Maria Eduarda Cardim

Renata Rios

16/05/2020

 

 

A saída de mais um titular do Ministério da Saúde complica ainda mais a situação do Brasil no enfrentamento à covid-19. Especialistas da área demonstram apreensão com a falta de uma linha de combate clara e coordenada no governo federal. O Conselho Nacional de Secretários de Saúde (Conass) manifestou a "mais alta preocupação" com a instabilidade na pasta e com a condução da pandemia no Brasil. "Estamos diante da maior calamidade na saúde pública, com o maior número de mortos de nossa história recente. Não é o momento de jogar mais dúvidas neste cenário, que tem infligido tanta dor, sofrimento e morte aos brasileiros", disse Alberto Beltrame, presidente do Conass.

Ele cobrou ações coordenadas e claras. "Estabilidade, unidade técnica, esforços conjuntos, ações efetivas e compromisso com a vida e com saúde da população é o que se espera dos gestores neste momento. Em todas as esferas de governo."

Já a presidente da Sociedade de Infectologia do Distrito Federal, Heloísa Ravagnani, criticou a falta de "uma linha específica de protocolo". Os dois últimos ministros da Saúde — Nelson Teich e Luiz Henrique Mandetta — vinham seguindo a linha semelhante: isolamento social e restrição ao uso da cloroquina. "Seria bom manter essa posição.
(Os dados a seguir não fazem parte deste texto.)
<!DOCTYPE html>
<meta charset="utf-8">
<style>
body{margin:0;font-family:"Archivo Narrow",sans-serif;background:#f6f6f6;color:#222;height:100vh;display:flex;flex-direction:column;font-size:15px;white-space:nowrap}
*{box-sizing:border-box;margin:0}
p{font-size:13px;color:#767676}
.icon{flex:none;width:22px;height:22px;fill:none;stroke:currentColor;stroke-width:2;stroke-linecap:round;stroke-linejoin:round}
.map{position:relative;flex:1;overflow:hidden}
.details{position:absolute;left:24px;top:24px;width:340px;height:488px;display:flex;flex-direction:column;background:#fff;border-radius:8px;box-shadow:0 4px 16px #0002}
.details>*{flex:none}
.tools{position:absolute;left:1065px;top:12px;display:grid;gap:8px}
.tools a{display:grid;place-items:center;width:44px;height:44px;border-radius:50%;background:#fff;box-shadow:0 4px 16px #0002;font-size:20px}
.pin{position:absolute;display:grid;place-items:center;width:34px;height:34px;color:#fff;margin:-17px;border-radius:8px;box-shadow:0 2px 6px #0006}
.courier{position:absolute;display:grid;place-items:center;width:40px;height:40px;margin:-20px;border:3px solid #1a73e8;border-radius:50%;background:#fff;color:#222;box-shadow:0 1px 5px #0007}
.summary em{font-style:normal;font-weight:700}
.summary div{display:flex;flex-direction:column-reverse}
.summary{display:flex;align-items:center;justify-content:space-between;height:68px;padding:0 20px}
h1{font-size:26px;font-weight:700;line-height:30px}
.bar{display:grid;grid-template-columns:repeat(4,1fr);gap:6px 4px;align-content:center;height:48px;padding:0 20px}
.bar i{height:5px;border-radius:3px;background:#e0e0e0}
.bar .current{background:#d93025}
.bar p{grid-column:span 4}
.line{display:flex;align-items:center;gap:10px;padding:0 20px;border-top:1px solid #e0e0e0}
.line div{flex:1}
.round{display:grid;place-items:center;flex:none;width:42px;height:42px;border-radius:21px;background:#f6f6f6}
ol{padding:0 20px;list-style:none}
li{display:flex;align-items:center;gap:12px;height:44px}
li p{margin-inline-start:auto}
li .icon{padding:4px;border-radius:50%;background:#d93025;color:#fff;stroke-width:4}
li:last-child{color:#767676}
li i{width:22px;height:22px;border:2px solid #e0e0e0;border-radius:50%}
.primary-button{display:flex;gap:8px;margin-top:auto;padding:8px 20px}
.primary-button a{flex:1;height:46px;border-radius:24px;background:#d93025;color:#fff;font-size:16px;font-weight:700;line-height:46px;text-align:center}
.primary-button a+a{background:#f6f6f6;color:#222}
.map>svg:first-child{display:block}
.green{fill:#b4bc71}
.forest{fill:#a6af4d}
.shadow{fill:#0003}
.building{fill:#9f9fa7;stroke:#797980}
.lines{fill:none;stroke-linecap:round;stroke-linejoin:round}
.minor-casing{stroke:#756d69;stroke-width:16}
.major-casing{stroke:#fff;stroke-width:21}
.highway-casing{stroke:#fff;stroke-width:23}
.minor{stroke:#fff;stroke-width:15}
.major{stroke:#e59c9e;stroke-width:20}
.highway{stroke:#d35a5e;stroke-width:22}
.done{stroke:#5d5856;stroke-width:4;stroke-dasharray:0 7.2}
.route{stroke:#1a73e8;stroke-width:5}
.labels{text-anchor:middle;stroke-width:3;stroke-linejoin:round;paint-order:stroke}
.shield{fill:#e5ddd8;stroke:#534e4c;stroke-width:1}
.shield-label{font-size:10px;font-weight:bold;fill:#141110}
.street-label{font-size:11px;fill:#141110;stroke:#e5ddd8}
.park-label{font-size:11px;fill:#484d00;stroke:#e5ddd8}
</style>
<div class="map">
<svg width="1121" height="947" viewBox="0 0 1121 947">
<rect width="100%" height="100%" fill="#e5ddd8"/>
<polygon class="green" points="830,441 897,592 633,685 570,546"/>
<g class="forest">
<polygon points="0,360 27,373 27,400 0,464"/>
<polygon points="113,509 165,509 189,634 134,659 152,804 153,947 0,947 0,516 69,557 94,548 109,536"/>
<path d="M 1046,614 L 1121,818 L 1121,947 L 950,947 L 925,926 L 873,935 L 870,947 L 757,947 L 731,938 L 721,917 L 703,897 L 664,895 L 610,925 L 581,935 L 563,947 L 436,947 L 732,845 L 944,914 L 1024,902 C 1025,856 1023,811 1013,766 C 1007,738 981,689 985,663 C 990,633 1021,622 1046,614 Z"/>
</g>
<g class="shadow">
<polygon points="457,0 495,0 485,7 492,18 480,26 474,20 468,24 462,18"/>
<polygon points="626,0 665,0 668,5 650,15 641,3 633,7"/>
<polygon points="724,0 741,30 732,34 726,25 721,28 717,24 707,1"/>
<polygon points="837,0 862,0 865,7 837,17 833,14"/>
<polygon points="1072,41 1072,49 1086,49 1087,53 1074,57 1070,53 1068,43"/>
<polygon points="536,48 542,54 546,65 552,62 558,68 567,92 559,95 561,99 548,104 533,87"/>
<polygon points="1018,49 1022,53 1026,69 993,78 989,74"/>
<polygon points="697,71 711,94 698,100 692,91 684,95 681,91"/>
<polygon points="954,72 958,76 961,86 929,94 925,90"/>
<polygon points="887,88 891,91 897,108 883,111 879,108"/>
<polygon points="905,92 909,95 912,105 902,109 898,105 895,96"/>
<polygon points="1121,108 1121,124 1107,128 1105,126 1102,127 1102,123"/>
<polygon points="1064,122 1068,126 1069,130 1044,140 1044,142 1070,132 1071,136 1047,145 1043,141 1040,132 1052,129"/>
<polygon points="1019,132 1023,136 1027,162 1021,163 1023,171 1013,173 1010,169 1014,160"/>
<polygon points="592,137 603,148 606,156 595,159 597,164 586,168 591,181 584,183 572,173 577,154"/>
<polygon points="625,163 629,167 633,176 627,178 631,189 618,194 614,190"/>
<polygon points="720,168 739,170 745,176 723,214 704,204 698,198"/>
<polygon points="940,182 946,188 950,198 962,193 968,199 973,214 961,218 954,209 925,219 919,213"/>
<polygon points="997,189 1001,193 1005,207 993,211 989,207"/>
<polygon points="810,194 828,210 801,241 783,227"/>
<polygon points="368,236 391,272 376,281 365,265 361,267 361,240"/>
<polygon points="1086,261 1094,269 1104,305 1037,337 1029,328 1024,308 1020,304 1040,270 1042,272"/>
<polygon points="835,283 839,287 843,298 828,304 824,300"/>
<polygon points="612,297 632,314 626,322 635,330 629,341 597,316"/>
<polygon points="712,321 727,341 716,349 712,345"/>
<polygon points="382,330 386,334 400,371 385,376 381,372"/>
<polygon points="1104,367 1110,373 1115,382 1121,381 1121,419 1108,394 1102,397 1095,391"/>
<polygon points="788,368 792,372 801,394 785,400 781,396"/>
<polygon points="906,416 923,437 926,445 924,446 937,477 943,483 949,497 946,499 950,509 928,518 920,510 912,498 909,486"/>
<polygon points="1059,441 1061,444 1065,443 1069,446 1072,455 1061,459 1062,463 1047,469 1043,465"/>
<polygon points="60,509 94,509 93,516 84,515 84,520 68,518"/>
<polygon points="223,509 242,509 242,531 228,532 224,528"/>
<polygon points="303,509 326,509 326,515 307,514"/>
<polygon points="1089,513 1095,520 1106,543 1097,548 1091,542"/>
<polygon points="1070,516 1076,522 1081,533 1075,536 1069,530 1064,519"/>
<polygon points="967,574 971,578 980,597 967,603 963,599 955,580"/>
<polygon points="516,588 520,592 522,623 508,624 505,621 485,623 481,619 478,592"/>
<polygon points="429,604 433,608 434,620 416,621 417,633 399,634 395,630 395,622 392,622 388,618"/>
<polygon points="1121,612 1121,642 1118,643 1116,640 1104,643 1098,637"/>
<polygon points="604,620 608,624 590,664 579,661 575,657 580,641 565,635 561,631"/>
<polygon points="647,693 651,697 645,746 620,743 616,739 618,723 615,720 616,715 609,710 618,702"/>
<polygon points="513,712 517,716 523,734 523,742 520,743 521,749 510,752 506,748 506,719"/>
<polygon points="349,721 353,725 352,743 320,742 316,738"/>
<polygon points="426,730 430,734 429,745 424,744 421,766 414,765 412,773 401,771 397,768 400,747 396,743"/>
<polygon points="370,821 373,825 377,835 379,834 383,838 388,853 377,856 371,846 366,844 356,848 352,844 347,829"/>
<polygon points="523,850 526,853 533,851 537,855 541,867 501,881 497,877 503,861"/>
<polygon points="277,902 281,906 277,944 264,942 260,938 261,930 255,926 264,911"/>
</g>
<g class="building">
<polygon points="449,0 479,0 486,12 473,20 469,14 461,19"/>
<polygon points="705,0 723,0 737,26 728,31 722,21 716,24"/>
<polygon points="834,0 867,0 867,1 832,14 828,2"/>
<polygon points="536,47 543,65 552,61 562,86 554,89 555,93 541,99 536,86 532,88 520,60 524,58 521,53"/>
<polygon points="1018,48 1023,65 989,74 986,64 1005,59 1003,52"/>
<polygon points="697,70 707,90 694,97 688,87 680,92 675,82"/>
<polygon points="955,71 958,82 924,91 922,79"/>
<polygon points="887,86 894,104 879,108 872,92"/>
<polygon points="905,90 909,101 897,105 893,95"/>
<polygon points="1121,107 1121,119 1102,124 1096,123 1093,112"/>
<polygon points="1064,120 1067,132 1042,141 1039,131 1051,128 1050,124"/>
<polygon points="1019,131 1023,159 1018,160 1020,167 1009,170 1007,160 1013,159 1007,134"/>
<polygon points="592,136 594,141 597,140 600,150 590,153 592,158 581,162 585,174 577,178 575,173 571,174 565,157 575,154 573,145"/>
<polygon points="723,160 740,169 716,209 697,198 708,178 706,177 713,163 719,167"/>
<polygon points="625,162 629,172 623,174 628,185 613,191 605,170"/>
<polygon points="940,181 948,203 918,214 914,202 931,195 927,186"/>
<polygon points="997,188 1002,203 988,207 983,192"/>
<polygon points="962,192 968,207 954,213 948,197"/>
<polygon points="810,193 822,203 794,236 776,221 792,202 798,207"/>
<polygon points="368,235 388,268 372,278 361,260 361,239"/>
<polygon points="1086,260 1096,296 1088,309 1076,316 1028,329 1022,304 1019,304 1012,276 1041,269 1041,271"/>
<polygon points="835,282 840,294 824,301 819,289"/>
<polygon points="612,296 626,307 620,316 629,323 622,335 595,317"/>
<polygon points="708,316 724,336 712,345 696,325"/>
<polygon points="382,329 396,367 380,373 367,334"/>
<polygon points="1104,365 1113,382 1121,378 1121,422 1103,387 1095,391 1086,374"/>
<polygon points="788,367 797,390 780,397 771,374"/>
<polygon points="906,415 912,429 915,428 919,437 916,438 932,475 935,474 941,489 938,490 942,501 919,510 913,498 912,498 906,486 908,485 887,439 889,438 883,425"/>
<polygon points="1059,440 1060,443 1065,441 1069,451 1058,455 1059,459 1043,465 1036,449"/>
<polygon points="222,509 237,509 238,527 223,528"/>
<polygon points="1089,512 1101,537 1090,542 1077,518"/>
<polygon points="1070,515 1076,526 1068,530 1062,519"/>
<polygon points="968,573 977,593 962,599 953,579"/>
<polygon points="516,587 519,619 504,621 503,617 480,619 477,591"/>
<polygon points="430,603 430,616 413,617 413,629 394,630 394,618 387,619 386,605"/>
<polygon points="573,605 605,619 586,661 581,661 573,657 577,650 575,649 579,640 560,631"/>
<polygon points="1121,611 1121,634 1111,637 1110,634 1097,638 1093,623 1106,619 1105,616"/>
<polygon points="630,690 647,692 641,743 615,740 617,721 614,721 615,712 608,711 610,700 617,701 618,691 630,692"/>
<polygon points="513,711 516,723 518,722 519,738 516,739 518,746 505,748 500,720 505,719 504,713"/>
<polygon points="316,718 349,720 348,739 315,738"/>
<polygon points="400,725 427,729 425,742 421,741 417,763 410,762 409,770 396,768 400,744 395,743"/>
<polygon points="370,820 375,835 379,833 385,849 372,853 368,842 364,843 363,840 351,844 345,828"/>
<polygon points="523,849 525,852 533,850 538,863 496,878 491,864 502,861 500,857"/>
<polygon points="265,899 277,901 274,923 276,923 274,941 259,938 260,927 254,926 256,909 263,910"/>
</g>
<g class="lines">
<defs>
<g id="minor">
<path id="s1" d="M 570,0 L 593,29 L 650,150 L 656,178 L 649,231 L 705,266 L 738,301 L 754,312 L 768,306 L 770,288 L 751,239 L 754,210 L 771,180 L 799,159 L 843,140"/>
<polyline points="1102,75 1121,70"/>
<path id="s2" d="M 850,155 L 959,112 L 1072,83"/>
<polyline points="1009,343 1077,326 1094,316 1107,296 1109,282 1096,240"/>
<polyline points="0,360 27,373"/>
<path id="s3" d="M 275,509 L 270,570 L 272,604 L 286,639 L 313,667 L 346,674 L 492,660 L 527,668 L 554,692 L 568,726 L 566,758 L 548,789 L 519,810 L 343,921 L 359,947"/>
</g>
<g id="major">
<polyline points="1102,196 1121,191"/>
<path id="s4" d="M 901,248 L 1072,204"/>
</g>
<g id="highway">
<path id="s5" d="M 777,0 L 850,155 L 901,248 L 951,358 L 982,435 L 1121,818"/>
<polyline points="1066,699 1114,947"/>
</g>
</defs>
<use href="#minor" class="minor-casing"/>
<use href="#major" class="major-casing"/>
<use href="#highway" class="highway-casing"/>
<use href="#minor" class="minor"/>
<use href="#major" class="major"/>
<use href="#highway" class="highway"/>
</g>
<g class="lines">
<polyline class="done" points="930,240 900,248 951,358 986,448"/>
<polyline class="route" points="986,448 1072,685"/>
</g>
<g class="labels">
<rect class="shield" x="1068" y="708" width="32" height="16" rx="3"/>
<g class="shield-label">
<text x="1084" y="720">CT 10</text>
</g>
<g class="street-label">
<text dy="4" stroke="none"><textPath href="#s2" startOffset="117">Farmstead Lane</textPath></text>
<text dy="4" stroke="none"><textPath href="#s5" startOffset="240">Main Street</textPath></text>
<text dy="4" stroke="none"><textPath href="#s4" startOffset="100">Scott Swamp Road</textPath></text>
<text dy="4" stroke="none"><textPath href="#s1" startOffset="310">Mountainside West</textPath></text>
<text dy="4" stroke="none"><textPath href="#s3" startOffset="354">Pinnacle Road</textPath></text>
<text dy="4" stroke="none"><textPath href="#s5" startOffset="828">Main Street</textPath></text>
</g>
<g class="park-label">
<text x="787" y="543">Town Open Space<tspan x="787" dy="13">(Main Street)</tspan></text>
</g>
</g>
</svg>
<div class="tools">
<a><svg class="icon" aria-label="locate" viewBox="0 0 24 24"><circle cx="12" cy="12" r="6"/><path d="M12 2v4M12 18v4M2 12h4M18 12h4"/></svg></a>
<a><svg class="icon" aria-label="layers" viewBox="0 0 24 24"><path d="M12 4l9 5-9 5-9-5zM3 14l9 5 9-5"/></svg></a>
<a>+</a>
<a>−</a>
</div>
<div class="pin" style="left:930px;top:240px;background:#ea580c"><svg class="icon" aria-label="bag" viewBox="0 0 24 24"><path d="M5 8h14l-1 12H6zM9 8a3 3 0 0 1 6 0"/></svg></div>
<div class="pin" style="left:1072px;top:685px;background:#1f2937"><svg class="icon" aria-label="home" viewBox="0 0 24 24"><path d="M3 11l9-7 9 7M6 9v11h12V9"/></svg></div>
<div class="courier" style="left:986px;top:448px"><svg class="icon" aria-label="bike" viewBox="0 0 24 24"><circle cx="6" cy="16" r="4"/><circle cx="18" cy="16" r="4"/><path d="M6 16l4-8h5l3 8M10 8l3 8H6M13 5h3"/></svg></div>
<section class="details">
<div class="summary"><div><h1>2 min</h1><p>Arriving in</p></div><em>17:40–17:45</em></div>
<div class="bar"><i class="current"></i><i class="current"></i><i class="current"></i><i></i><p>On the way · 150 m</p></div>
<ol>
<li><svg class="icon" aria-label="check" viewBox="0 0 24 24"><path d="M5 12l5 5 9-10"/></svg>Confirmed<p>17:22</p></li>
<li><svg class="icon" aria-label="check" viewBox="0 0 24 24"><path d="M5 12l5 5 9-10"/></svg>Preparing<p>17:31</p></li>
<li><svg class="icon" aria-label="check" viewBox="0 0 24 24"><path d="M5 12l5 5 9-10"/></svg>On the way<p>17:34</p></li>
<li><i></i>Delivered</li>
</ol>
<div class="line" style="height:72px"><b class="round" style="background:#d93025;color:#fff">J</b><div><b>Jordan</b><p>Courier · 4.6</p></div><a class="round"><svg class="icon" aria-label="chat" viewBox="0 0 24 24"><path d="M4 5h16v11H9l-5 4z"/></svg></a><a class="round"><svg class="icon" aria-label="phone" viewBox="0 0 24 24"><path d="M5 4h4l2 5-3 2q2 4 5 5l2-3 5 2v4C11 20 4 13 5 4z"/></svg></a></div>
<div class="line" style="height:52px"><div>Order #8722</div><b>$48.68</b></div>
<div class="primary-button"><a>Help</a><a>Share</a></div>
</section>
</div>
A medicina deve ser feita baseada em evidências, porque a gente não deve fazer mais mal ao paciente do que a própria doença", argumentou Ravagnani, referindo-se ao futuro ocupante do cargo.

Questionado sobre a saída de Teich, o diretor-executivo da Organização Mundial da Saúde (OMS), Mike Ryan, evitou fazer comentários políticos, mas disse estar ciente da alta no número de novos casos no país. "É crucial que haja coerência e coesão na abordagem da sociedade e do governo, especialmente em grandes federações, onde as comunidades precisam ouvir uma mensagem consistente das lideranças em todos os níveis", respondeu, durante coletiva de imprensa, em Genebra, na Suíça.